What is the depth of the decision tree in **Question 1.2**?



*Answer in the cell below with  your answer and assign it to an object called `tree_depth`.*

In [None]:
tree_depth = None

# your code here
raise NotImplementedError # No Answer - remove if you provide an answer

In [None]:
t.test_1_3(tree_depth)

## 2. Decision Tree Building

Suppose you have three different job offers with comparable salaries and job descriptions. You want to decide which one to accept, and you want to make this decision based on which job is likely to make you happy. Being a very systematic person, you come up with three features associated with the offers, which are important for your happiness: whether the colleagues are supportive, work-hour flexibility, and whether the company is a start-up or not. 

In [None]:
offer_data = {
    # Features
    "supportive_colleagues": [1, 0, 0],
    "work_hour_flexibility": [0, 0, 1],
    "start_up": [0, 1, 1],
    # Target
    "target": ["?", "?", "?"],
}

offer_df = pd.DataFrame(offer_data)
offer_df

Next, you ask the following questions to some of your friends (who you think have similar notions of happiness) regarding their jobs:

1. Do you have supportive colleagues? (1 for 'yes' and 0 for 'no')
2. Do you have flexible work hours? (1 for 'yes' and 0 for 'no')
3. Do you work for a start-up? (1 for 'start up' and 0 for 'non start up')
4. Are you happy in your job? (happy or unhappy)

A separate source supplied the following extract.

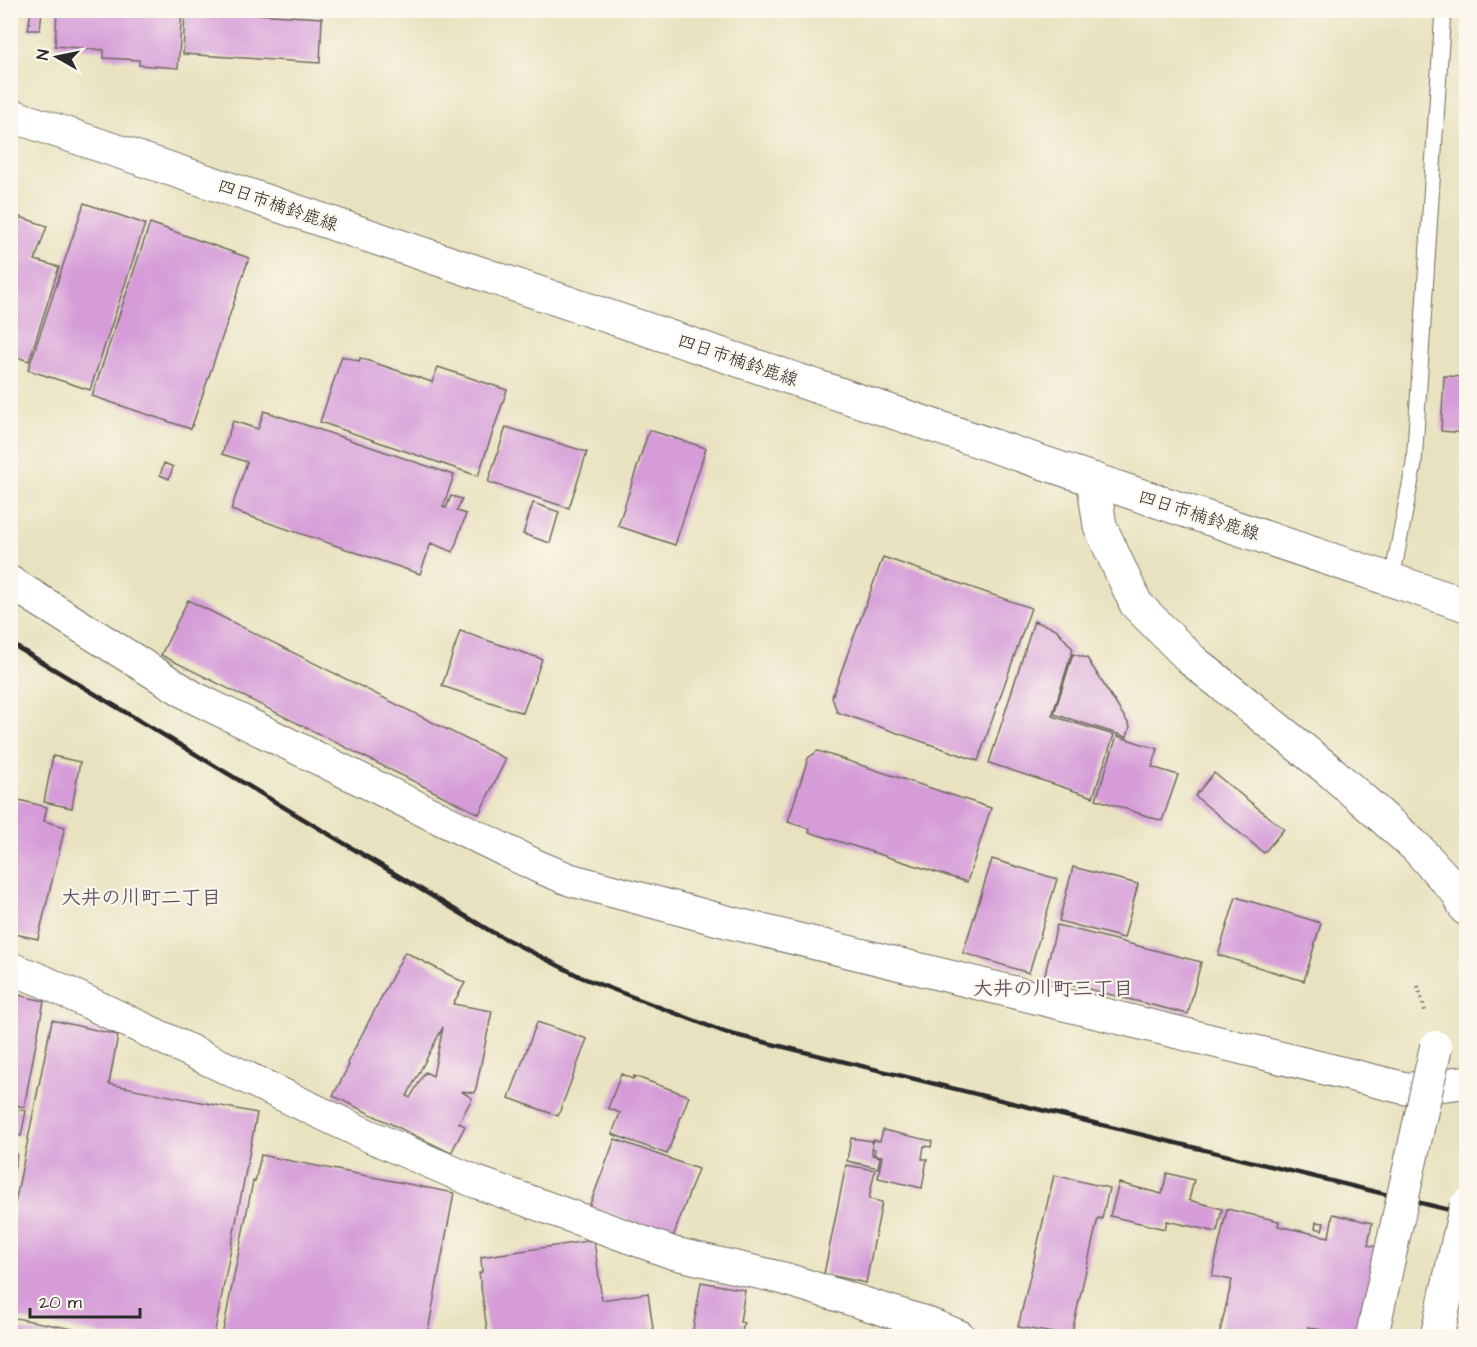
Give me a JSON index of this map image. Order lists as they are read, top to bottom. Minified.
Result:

You get the following data from this toy survey. Your goal is to train a machine learning model using this toy data and then use this model to predict which job is likely to make you happy. 

In [None]:
import pandas as pd

happiness_data = {
    # Features
    "supportive_colleagues": [1, 1, 1, 0, 0, 1, 1, 0, 1, 0],
    "work_hour_flexibility": [1, 1, 0, 1, 1, 0, 1, 0, 0, 0],
    "start_up": [1, 0, 1, 0, 1, 0, 0, 1, 1, 0],
    # Target
    "target": [
        "happy",
        "happy",
        "happy",
        "unhappy",
        "unhappy",
        "happy",
        "happy",
        "unhappy",
        "unhappy",
        "unhappy",
    ],
}

train_df = pd.DataFrame(happiness_data)
train_df

**Question 2.1** <br> {points: 2}  

With this toy dataset, build a decision stump (decision tree with only 1 split) by hand by splitting on the condition `supportive_colleagues` == 1. 

What training accuracy would you get with this decision stump?

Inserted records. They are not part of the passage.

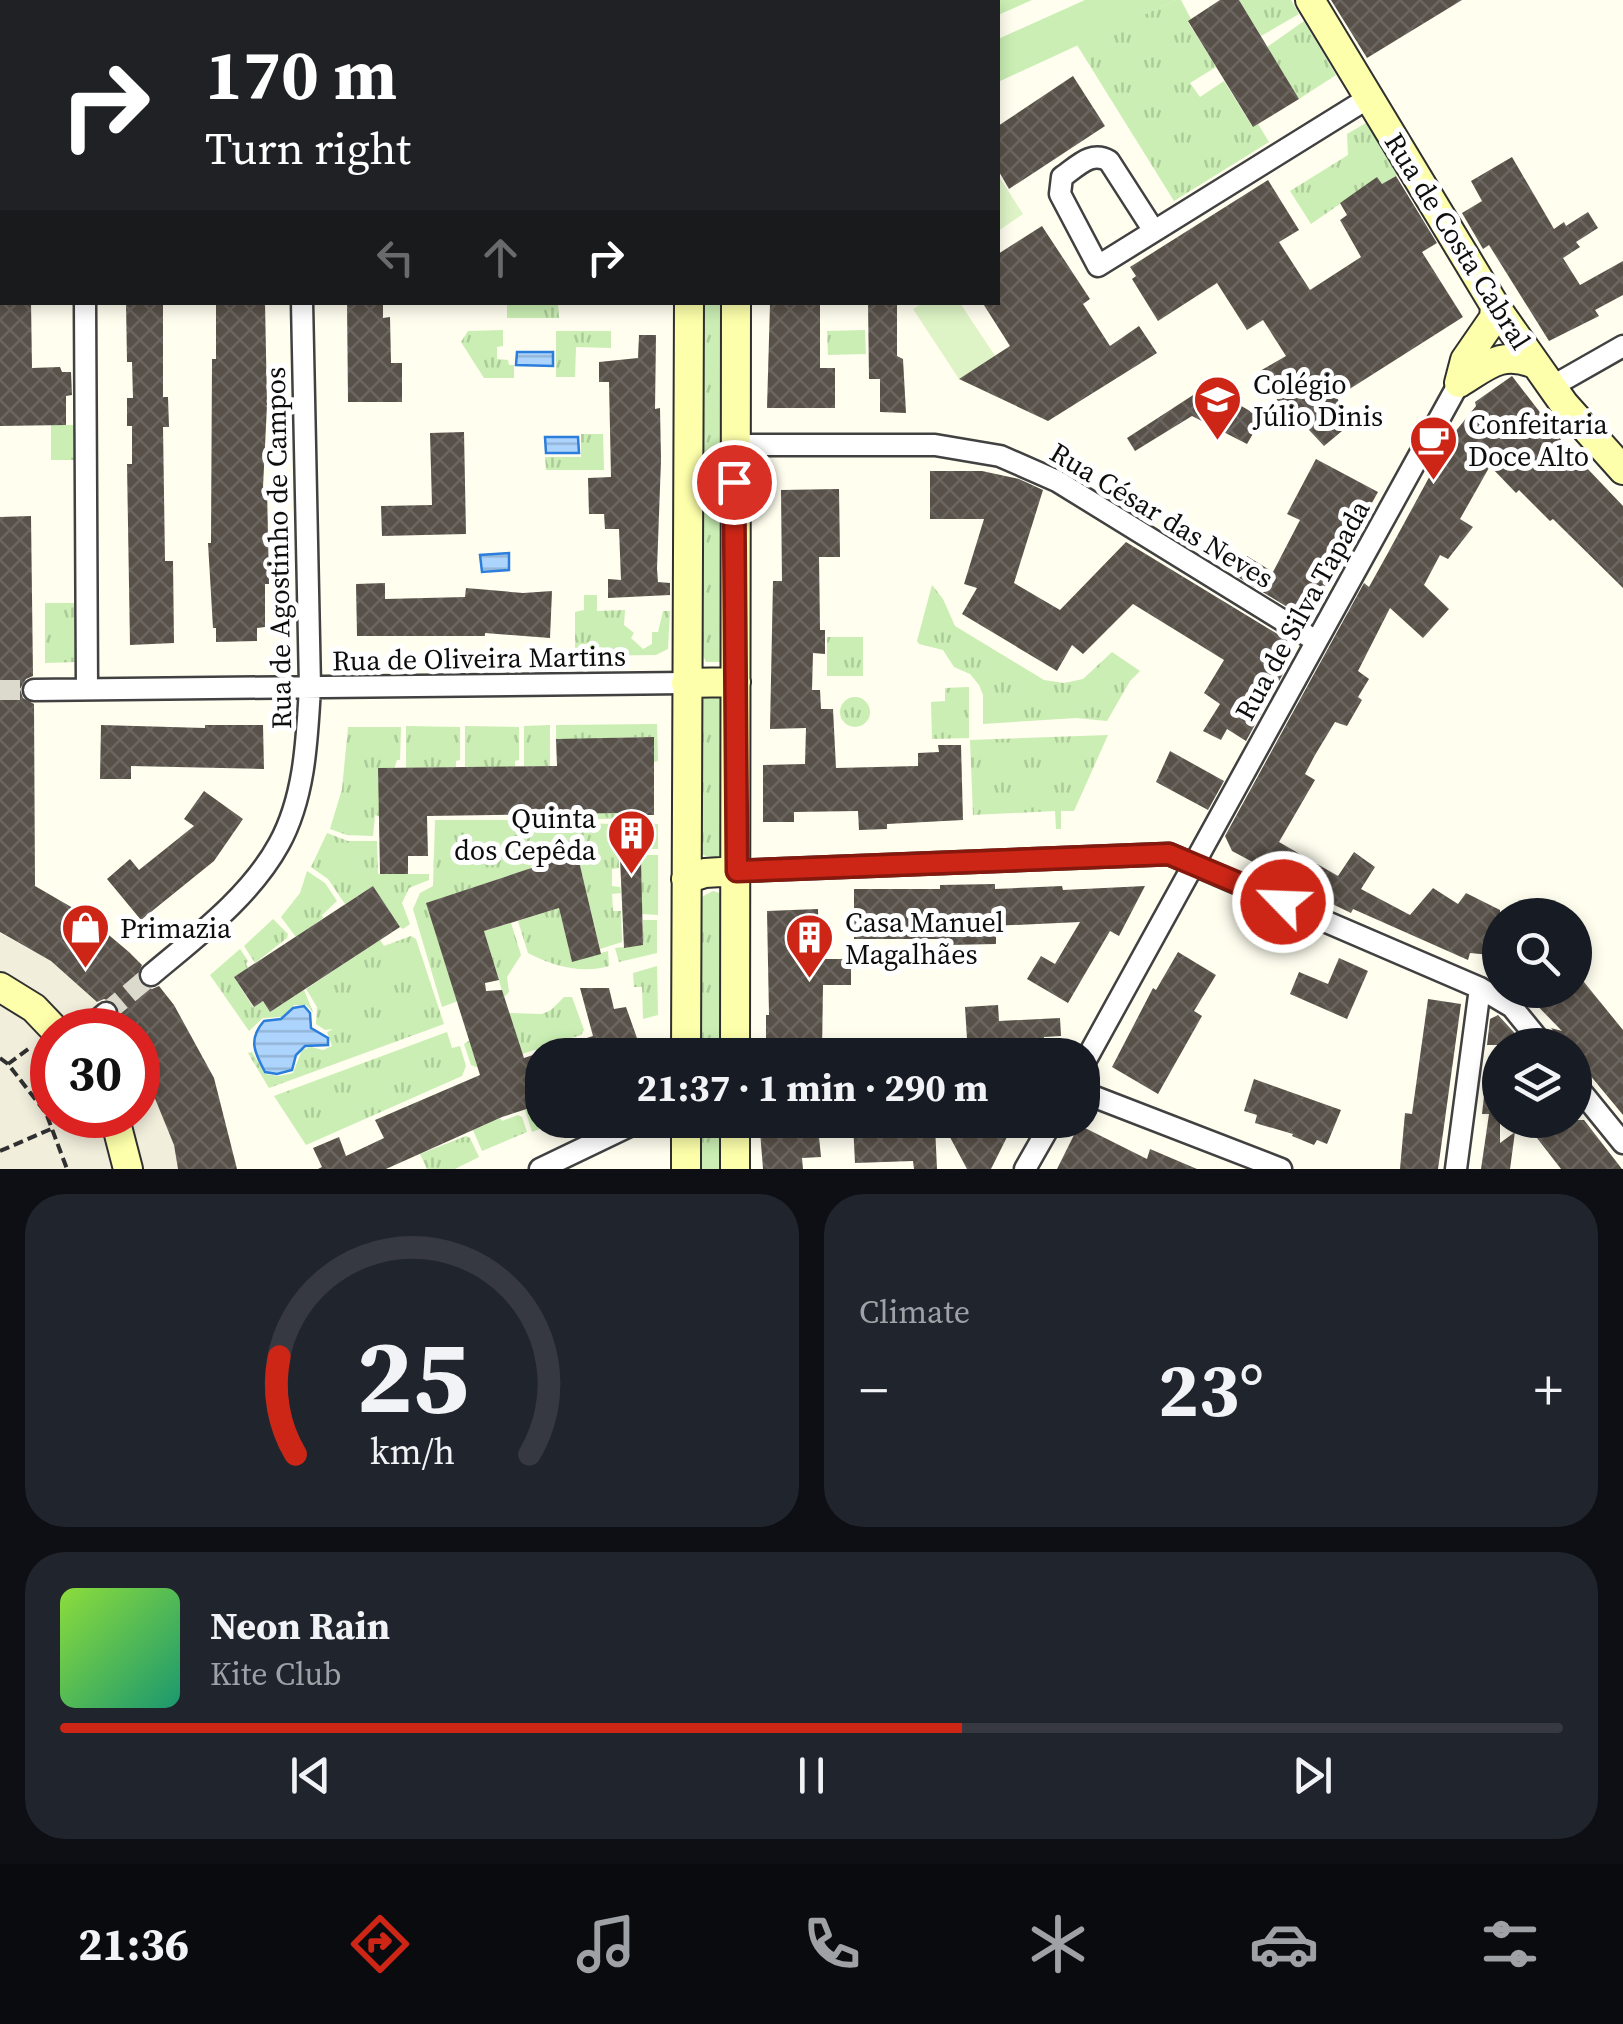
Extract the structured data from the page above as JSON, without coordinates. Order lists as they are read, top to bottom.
{
  "streets": {
    "main road": ["Rua de Costa Cabral"],
    "street": [
      "Rua César das Neves",
      "Rua de Agostinho de Campos",
      "Rua de Silva Tapada",
      "Rua de Oliveira Martins"
    ]
  },
  "crossings": [
    ["Rua César das Neves", "Rua de Silva Tapada"],
    ["Rua de Agostinho de Campos", "Rua de Oliveira Martins"]
  ],
  "places": {
    "school or university": ["Colégio Júlio Dinis"],
    "cafe": ["Confeitaria Doce Alto"],
    "building": ["Quinta dos Cepêda", "Casa Manuel Magalhães"],
    "shop": ["Primazia"]
  },
  "page": {
    "turn": ["170 m", "Turn right"],
    "limit": "30",
    "trip": "21:37 · 1 min · 290 m",
    "tile": "Climate",
    "heat": ["−", "23°", "+"],
    "song": ["Neon Rain", "Kite Club"],
    "tabs": "21:36",
    "gauge": ["25", "km/h"]
  }
}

Save the accuracy as a fraction in an object named `supportive_colleagues_acc`. 

In [None]:
supportive_colleagues_acc = None

# your code here
raise NotImplementedError # No Answer - remove if you provide an answer

In [None]:
# check that the variable exists
assert 'supportive_colleagues_acc' in globals(
), "Please make sure that your solution is named 'supportive_colleagues_acc'"

# This test has been intentionally hidden. It will be up to you to decide if your solution
# is sufficiently good.

**Question 2.2** 
<br> {points: 1}

The idea of a machine learning algorithm is to *fit* the best model on the given training data, which is in the form of feature vectors (`X`) and their corresponding targets(`y`),  and then using this model to *predict* targets for new examples (represented with feature vectors).

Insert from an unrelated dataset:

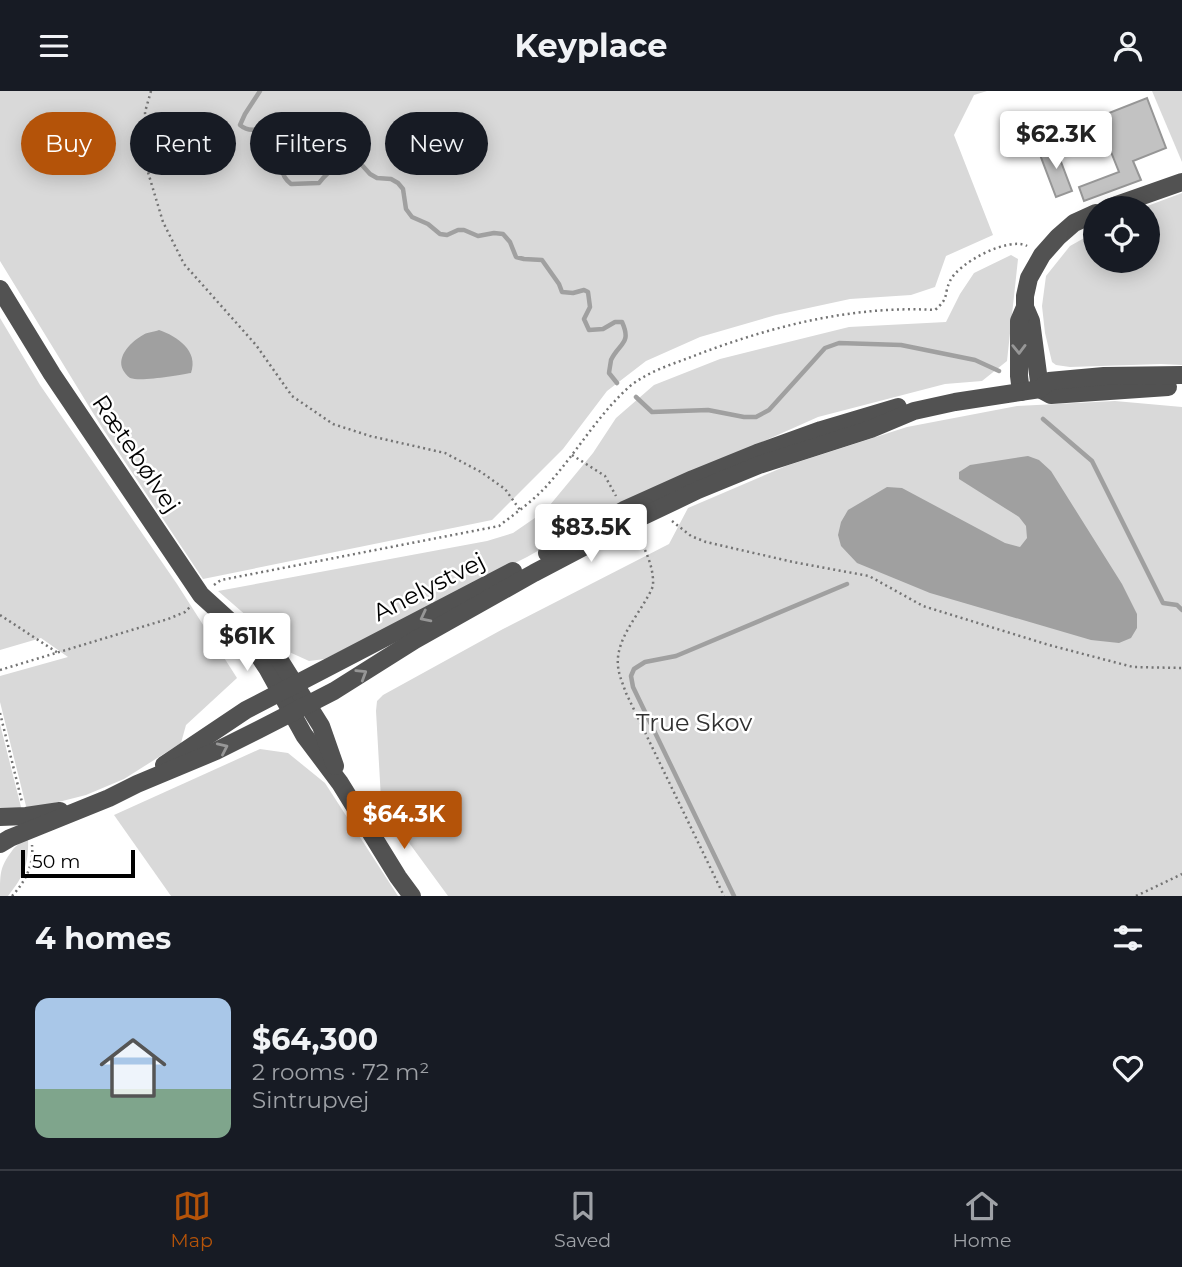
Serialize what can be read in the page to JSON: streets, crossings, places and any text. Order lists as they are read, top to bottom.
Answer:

From `train_df`, create the feature table and save it in an object named `X` and the target in an object named `y`. 

In [None]:
X = None
y = None

# your code here
raise NotImplementedError # No Answer - remove if you provide an answer

In [None]:
t.test_2_2(X,y)

**Question 2.3** 
<br> {points: 1}

Build a decision tree named `toy_tree` and fit it on the toy data using `sklearn`'s [DecisionTreeClassifier](https://scikit-learn.org/stable/modules/generated/sklearn.tree.DecisionTreeClassifier.html).


In [None]:
toy_tree = None

# your code here
raise NotImplementedError # No Answer - remove if you provide an answer

In [None]:
t.test_2_3(toy_tree)

**Question 2.4** <br> {points: 1}

Visualize the trained decision tree using the function `display_tree` that we have imported from the `display_tree` library already. 
Save it in an object named `toy_displayed`.

*Hint: use `?display_tree` to get more information about the function.*

In [None]:
toy_displayed = None
# your code here
raise NotImplementedError # No Answer - remove if you provide an answer

In [None]:
t.test_2_4(toy_displayed)

**Question 2.5** <br> {points: 1}

Score the decision tree on the training data (`X` and `y`).
Save the results in an object named `toy_score`. 

In [None]:
toy_score = None
# your code here
raise NotImplementedError # No Answer - remove if you provide an answer


In [None]:
t.test_2_5(toy_score)

**Question 2.6** <br> {points: 1}

Predict on `X`. Add the results as a column named `predicted` in the `train_df` and name this new dataframe `predicted_train`. 

In [None]:
predicted_train = None

# your code here
raise NotImplementedError # No Answer - remove if you provide an answer

In [None]:
t.test_2_6(predicted_train)

**Question 2.7** <br> {points: 1}

Do you get perfect training accuracy? 


A) Yes, the model correctly predicts every single observation

B) No, the model made a mistake likely because the decision tree wasn't complex enough.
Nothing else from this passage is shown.